In addition to the traditional elements, the party seeking equitable estoppel against the Government must show that: “(1) the government engaged in affirmative misconduct going beyond mere negligence; (2) the government's wrongful acts will cause a serious injustice; and (3) the public's interest will not suffer undue damage by imposition of estoppel.” Baccei, 632 F.3d at 1147. These three requirements need to be met before any determination of whether the traditional elements of equitable estoppel are present. Purcell v. United States, 1 F.3d 932, 939 (9th Cir. 1993).

“Affirmative misconduct on the part of the government requires an affirmative misrepresentation or affirmative concealment of a material fact such as a deliberate lie or a pattern of false promises.” Baccei, 632 F.3d at 1147 (citation [*16] omitted); see also Purcell, 1 F.3d at 940 (“Affirmative misconduct involves '“ongoing active misrepresentations” or a “pervasive pattern of false promises”' as opposed to 'an isolated act of providing misinformation.'” (quoting Watkins v. U.S. Army, 875 F.2d 699, 708 (9th Cir. 1989))). There is no bright-line rule for detecting affirmative misconduct; “each case must be decided on its particular facts and circumstances.” Watkins, 875 F.2d at 707.

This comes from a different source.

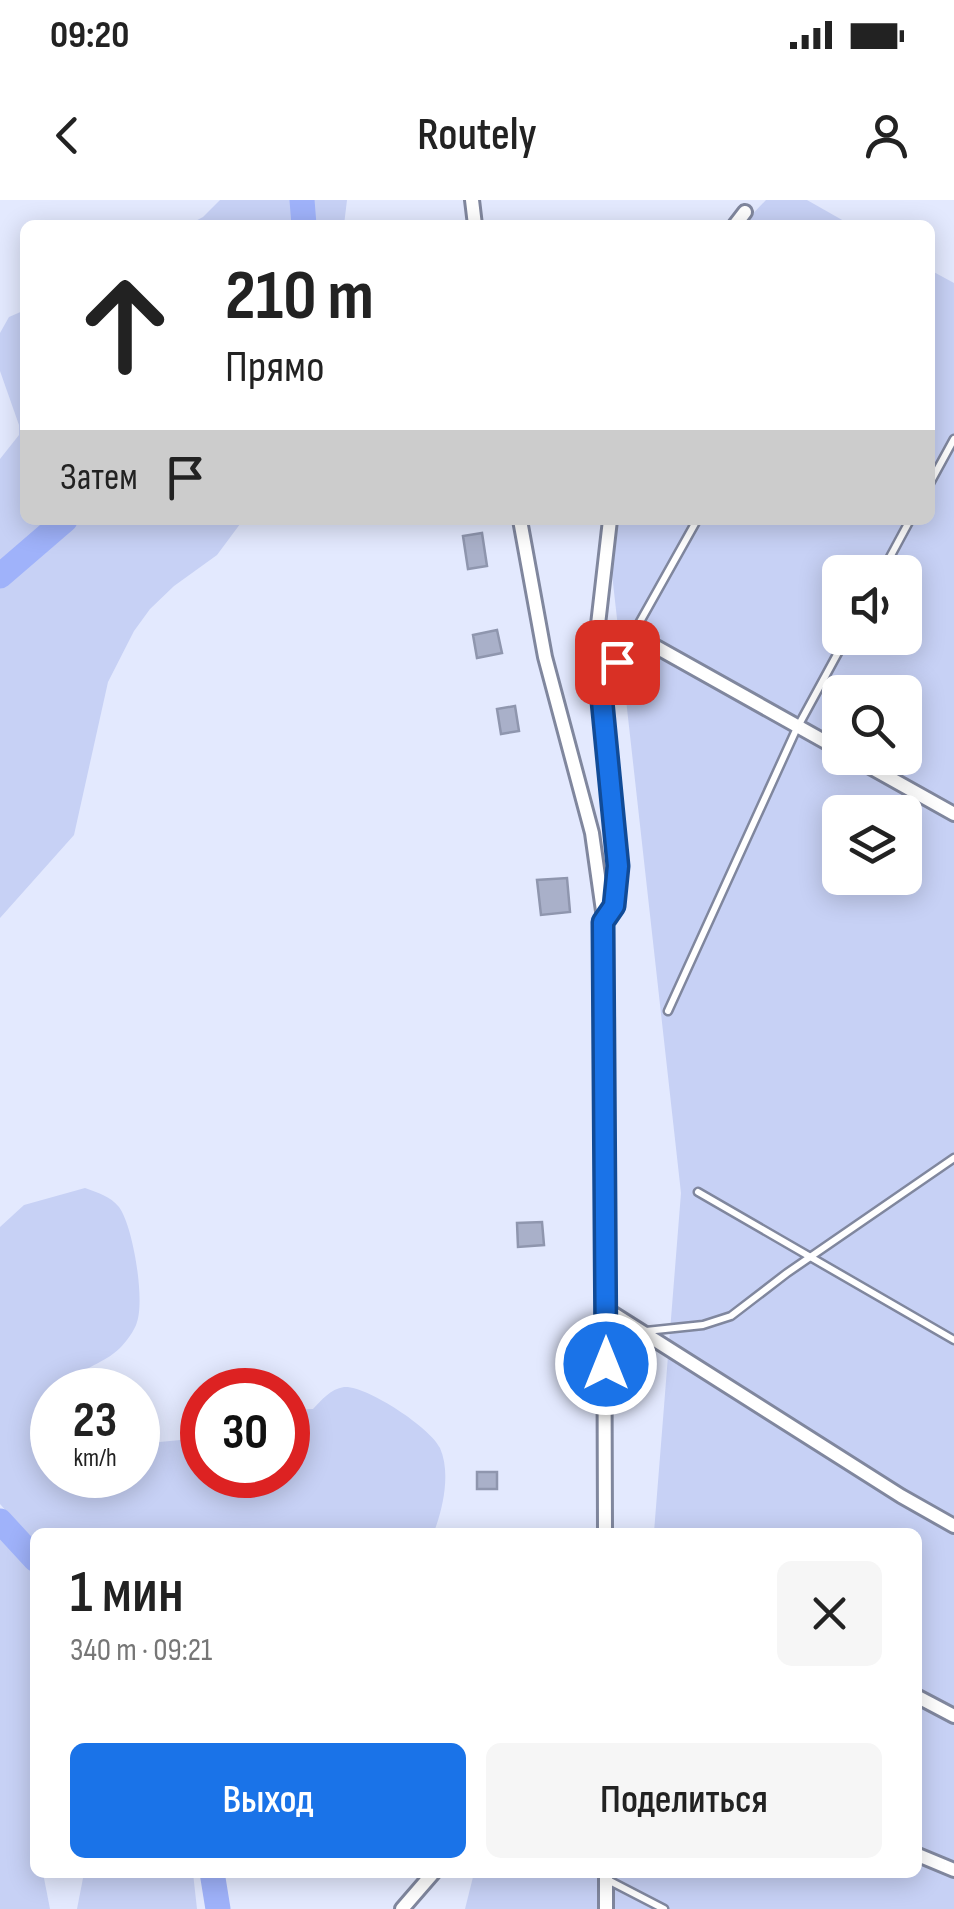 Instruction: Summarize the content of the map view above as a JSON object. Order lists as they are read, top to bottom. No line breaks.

Petitioner argues that respondent engaged in affirmative misconduct by intentionally and deliberately failing to follow IRS internal policies and procedures in setting aside the parties' agreement in Form 870-AD. He contends that affirmative misconduct is evidenced by respondent's intentionally ignoring the express terms of Form 870-AD in reopening the audit for his 2008 tax year and by accepting partial performance under the agreement.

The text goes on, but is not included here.